Для снижения риска интраоперационных осложнений и более комфортного удаления хрусталика при слабости цинновых связок в процессе факоаспирации в 14,7% случаев используют крючкообразные ирисретракторы [4]. Для стабилизации и расправления капсульного мешка, предупреждения его коллапса, а также предотвращения выхода стекловидного тела (СТ) в переднюю камеру в 27–100% случаев интракапсулярно имплантируют капсульное кольцо [4, 10–12].
Хирургия глаукомы у пациентов со слабостью связочного аппарата хрусталика также имеет свои нюансы, которые требуют особого внимания.
В зарубежной литературе встречаются единичные работы, которые освещают проблему антиглаукомной хирургии в глазах с нестабильностью цинновых связок. Так, V.W.K. Ng et al. [13] демонстрируют выпячивание радужки в фистулу трабекулярного аппарата, в связи с чем формируется сквозная колобома радужки. Данная манипуляция провоцирует пролапс СТ через колобому радужки в фистулу трабекулы. Далее образуется грыжа СТ в интрасклеральном ложе с выходом через поверхностный склеральный лоскут. Авторы работы объясняют пролапс СТ в колобому радужки и фистулу трабекулы дефектом связочного аппарата хрусталика в указанном месте. Это выпадение СТ в последующем снизило гипотензивный эффект операции из-за частичной блокировки сформированных путей оттока внутриглазной жидкости.

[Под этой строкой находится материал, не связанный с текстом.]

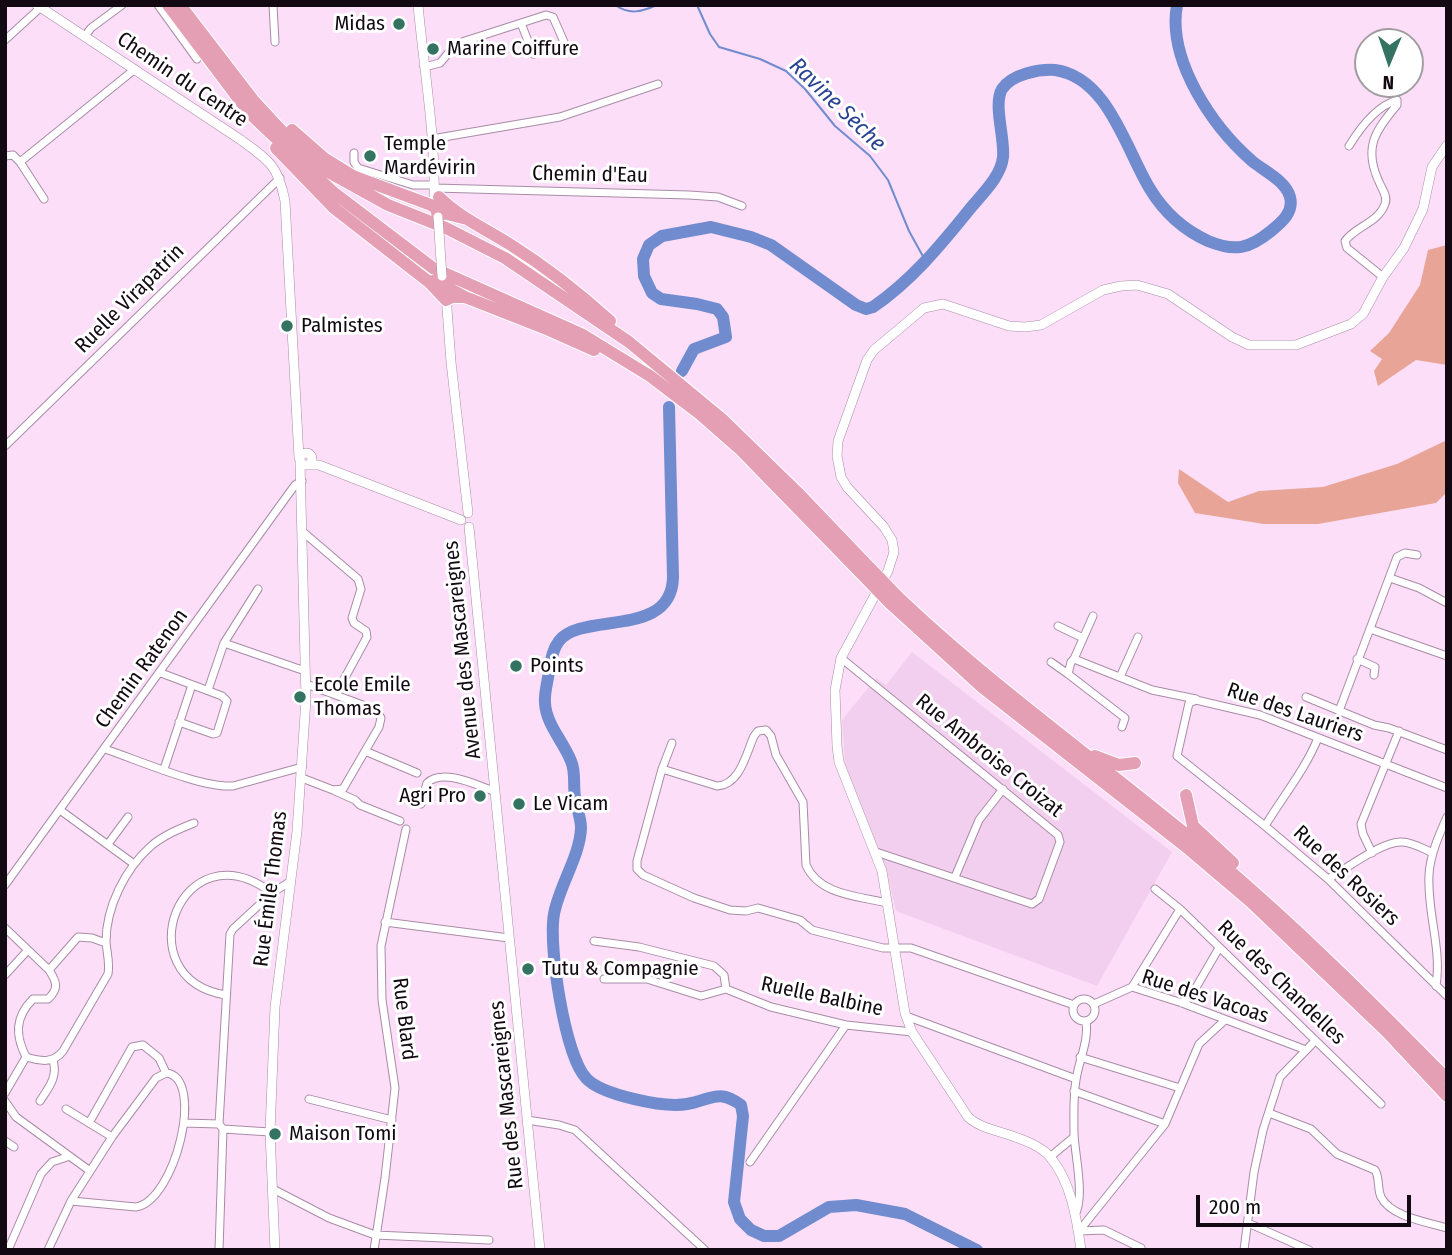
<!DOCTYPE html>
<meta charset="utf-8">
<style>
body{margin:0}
#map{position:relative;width:1452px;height:1255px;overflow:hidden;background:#fcdef9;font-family:"Fira Sans Condensed",sans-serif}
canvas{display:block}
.frame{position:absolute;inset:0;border:7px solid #130912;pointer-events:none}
.north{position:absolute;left:1354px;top:28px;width:70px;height:70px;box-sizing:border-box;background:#fff;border:2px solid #a19da0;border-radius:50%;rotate:182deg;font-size:19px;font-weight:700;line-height:28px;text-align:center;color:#130912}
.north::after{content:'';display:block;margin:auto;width:24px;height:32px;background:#347361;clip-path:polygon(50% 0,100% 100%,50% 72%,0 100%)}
.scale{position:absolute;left:1196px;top:1195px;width:215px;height:32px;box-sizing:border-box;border:4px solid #130912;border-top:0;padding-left:9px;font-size:21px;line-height:24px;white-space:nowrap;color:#130912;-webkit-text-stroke:5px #fff;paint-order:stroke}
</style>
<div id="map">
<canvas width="1452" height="1255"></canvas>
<div class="frame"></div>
<div class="north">N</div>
<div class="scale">200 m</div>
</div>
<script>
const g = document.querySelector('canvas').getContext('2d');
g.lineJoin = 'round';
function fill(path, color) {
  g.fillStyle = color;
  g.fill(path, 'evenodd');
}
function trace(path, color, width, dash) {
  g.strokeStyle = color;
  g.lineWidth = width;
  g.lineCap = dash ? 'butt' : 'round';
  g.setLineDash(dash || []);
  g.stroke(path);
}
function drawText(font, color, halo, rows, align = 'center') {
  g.font = font + ' "Fira Sans Condensed",sans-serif';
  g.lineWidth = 6;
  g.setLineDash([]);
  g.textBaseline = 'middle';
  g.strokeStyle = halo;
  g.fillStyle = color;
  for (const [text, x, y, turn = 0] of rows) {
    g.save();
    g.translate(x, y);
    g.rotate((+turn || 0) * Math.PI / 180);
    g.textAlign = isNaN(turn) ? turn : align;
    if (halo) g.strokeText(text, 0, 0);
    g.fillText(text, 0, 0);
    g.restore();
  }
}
fill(new Path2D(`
 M912 652 1172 852 1097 986 896 911 887 871 845 765 842 720 876 678 886 685Z`), '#f2cfee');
fill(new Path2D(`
 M1447 245V365L1416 360 1378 386 1374 371 1382 359 1370 351 1389 333 1420 285 1428 250Z
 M1447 440V492L1436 503 1318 524H1264L1195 513 1178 483 1179 469 1228 502 1259 491 1323 487 1397 464Z`), '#e8a496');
trace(new Path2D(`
 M615 5C630 15 641 12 657 5
 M697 5 710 34 719 47 760 59 786 71 805 89 835 126 870 156 888 180 909 231 925 260`), '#718cce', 2);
trace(new Path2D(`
 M682 371 694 349 726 337 723 317 717 309 697 304 661 299 652 293 644 276 643 259 649 245 662 236 711 227 751 237 771 245 856 305 866 309 873 307C911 281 940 246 969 210 981 195 1001 177 1003 157 1005 139 993 104 1002 89 1012 74 1039 69 1055 70 1108 77 1126 150 1150 189 1164 212 1184 230 1208 241 1235 252 1249 249 1271 231 1282 222 1294 212 1290 197 1286 181 1264 171 1252 161 1212 126 1167 60 1177 5
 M669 407 673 577C672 639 583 611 559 641 552 650 551 661 549 671 548 681 544 693 545 703 546 724 563 741 571 761 576 772 573 785 575 797 576 808 581 817 581 828 580 856 559 886 554 914 548 946 565 1056 586 1078 601 1095 664 1108 687 1104 711 1100 718 1088 741 1105L743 1116 734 1202 740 1219 751 1230 764 1236H779L829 1207 856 1205 905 1214 977 1250`), '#718cce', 12);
const minor = new Path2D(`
 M158 5 197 59
 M273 5 275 42
 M85 36 91 28 122 5
 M5 40 40 8
 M424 67 440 63 456 44 465 41 546 15 553 17 564 42 562 48 533 54 521 23
 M432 139 560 117 658 84
 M1349 146C1360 128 1377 106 1397 100V105C1374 132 1363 149 1380 184 1383 191 1388 197 1385 204 1378 223 1356 226 1345 241L1347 248 1383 277
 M354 153V162L358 168 413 185H435
 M5 156 13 155 20 162 135 69
 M20 162 44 199
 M435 188 689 195 718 197 742 206
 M5 446 280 178
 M303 532 358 579 361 589 352 618 354 623 366 631 367 637 336 694
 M1390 578 1419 588 1447 603
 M1058 626 1083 638
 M1370 629 1447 656
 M224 643 305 671
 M841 658 1058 835 1060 842 1039 899 1032 904 876 852
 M1074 659 1093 616
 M1357 659 1375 667 1374 675
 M1051 662 1068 674
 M161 673 222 696 227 701 217 733 213 734 179 722
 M1120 677 1138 637
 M208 690 224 643 258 589
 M1306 697 1374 725 1389 728 1447 750
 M1339 711 1397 557 1405 553 1417 555
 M1122 727 1125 718 1068 674 1071 662 1074 659 1152 690 1196 699
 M672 743 662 769 637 861V869L643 875 694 898 730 910 746 911 758 908 800 920 812 930 883 948H911L1074 1005
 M105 749C138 760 201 788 233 786L302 767
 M365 751 417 773
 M164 769 192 685
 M662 769 717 786C740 785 746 754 754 736L758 731 766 730 771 736 776 755 803 802 806 865C819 895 858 896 887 903
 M302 778 333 790 343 789 379 727 381 718 376 710 306 684
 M1447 788 1260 715 1196 700 1189 703 1177 756 1265 826 1328 879 1447 996
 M335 791 355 800 360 805 400 821
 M421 804 427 783C443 768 476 785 494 791
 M60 810 134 864
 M1265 826C1283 796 1305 770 1318 738
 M108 844 128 817
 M1372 853 1363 834 1361 824 1399 731
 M955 877 979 820 1003 789
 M1328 879C1346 869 1382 841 1402 842 1412 842 1424 849 1433 853
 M5 885 295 485 302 481
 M1155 889 1180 909 1381 1104
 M385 922 509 938
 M5 928 49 970
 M594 941 639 947 714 966 724 975 726 989
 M5 975 27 951
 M604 979H647L701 996 726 989 771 1007 846 1025 912 1032
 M1436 986C1442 948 1427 913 1429 875 1430 855 1439 835 1447 817
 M1132 987 1180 909
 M226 995C123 978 181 824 272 893
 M1073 1010a11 11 0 1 1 22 0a11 11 0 1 1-22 0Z
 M1182 1003 1191 996 1219 948
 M1094 1004 1132 987 1182 1003 1306 1050
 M906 1016 1076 1079
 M26 1057C40 1061 53 1064 63 1051L108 974C110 963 107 954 106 942 106 907 125 869 151 846 164 835 179 829 194 823
 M1080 1057 1180 1088
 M1074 1091 1165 1124
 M5 1093 26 1057C15 1035 15 1017 33 999H48C59 989 57 982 49 970L78 937 92 938 106 943
 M309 1099 392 1120
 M5 1101 16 1117 90 1171
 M40 1101C49 1087 58 1077 53 1060
 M66 1109 112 1137
 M1269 1113 1311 1129 1337 1154 1375 1170C1380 1178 1377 1188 1381 1197 1391 1217 1427 1222 1447 1228
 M527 1120 559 1125 575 1130 705 1250
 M89 1123 132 1047 143 1045 159 1058 166 1073
 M184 1123 219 1124 223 1129 270 1132
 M219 1124 230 934 233 929 272 893 291 881
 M5 1141 14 1147
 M1050 1157 1074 1137
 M750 1162 846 1025
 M273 1189 329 1218 375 1235 489 1240
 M1075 1215C1085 1196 1075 1156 1074 1134 1074 1116 1073 1097 1076 1080 1079 1059 1089 1042 1086 1021
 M1248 1223 1309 1250
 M1079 1231 1165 1124 1199 1044 1225 1020
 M1079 1231 1104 1230 1141 1248
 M8 1250 41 1174 52 1162 67 1157
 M48 1250 71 1201 112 1137 156 1078 166 1073C206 1077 175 1201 136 1207L71 1201
 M219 1250 223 1129
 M374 1250 385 1178 395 1088 382 1000 381 946 406 829
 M1244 1250 1254 1172 1263 1130 1280 1077 1315 1041`);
const tertiary = new Path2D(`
 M37 5 241 140C270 161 278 166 285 201L299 458
 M418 5C424 70 436 137 434 202
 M446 295 451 362 468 513
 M300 459a6 6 0 1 1 12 0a6 6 0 1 1-12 0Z
 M309 465H319L461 520
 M469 527 540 1250
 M275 1250 270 1132 275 1007 297 831 306 699 300 462
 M1081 1250C1077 1220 1071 1181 1050 1157 1043 1148 1029 1142 1018 1138 1001 1131 981 1129 968 1117L912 1032 905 1013 882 871 839 762 837 746 835 690 841 658 888 571 894 552 892 540 884 527 847 487 841 477 837 456 838 441 867 360 874 350 924 308 943 304 1009 326 1025 327 1041 325 1103 290 1121 286 1137 285 1168 294 1232 337 1249 345H1296L1351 324 1363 314 1383 277 1404 248 1423 209 1432 167 1447 145`);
const trunk = new Path2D(`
 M168 5 250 114
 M180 5 253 100 290 140 325 170 388 205 446 228 505 258 629 342 722 419 797 492 864 562
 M246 110 333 192 433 268 583 335 650 376 700 414 741 450 857 569
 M292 130 324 158 353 176 431 205 436 208 438 217 443 213 463 218
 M276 148 334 208 429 282 446 300 452 297H465
 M439 197C460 218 486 229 511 245 546 267 579 293 610 321
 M433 281 442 280 452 290 465 297 549 330 594 350
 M896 595C986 681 1087 753 1183 832 1277 908 1363 993 1447 1079
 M890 603 982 687 1185 846 1251 902 1387 1032 1447 1096
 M1095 756 1119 765 1135 763
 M1186 795 1193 826 1233 863`);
trace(minor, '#a88ca5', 9);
trace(tertiary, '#a88ca5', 10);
trace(trunk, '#fff', 14);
trace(minor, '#fff', 7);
trace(tertiary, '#fff', 9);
trace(trunk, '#e49fb4', 12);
const tertiaryBridge = new Path2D(`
 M438 217 442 276`);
const trunkBridge = new Path2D(`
 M864 562 896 595
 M857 569 890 603`);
trace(tertiaryBridge, '#a88ca5', 10, []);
trace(trunkBridge, '#fff', 14, []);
trace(tertiaryBridge, '#fff', 9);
trace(trunkBridge, '#e49fb4', 12);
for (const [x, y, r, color] of [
 [399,24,7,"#347361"],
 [433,49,7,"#347361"],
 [370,156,7,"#347361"],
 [287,326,7,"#347361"],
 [516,666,7,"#347361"],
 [300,697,7,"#347361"],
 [480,796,7,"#347361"],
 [519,804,7,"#347361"],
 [528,969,7,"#347361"],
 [275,1134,7,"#347361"]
]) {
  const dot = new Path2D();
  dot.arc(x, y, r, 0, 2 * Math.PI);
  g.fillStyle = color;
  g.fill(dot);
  trace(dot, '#fff', 2.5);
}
drawText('21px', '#130912', '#fff', [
 ["Midas",385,24,"right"],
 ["Marine Coiffure",447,49],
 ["Temple",384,144],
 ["Mardévirin",384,168],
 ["Palmistes",301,326],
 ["Points",530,666],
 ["Ecole Emile",314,685],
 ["Thomas",314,709],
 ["Agri Pro",466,796,"right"],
 ["Le Vicam",533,804],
 ["Tutu & Compagnie",542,969],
 ["Maison Tomi",289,1134]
], 'left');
drawText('21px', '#130912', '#fff', [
 ["Chemin du Centre",182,80,34],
 ["Chemin d'Eau",590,175,1],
 ["Ruelle Virapatrin",130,299,-45],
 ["Avenue des Mascareignes",463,650,-96],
 ["Chemin Ratenon",142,669,-54],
 ["Rue des Lauriers",1295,713,19],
 ["Rue Ambroise Croizat",989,756,39],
 ["Rue des Rosiers",1346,876,43],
 ["Rue Émile Thomas",271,889,-83],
 ["Rue des Chandelles",1281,983,44],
 ["Ruelle Balbine",822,997,12],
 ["Rue des Vacoas",1205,997,18],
 ["Rue Blard",404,1019,83],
 ["Rue des Mascareignes",507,1095,-96]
]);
drawText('italic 23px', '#294392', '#fff', [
 ["Ravine Sèche",837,105,44]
]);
</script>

В большинстве случаев подвывих хрусталика диагностируется на дооперационном этапе. Учитывая это, во время операции можно предотвратить пролапс СТ в операционную фистулу. Нами предложена методика, которая позволяет стабилизировать положение СТ в области дефекта цинновых связок хрусталика.
Цель исследования: улучшить гипотензивный эффект синустрабекулэктомии у пациентов с некомпенсированной глаукомой и нестабильностью связочного аппарата хрусталика за счет предотвращения интраоперационного пролапса СТ.
Содержание статьи
Материал и методы
В исследование было включено 92 пациента с сочетанной патологией — некомпенсированной глаукомой и катарактой, осложненной нестабильностью связочного аппарата (информированное согласие от пациентов было получено, исследование одобрено локальным этическим комитетом (протокол № 25 от 17.06.2024). Количество женщин составило 33,7% (n=31), мужчин — 66,3% (n=61).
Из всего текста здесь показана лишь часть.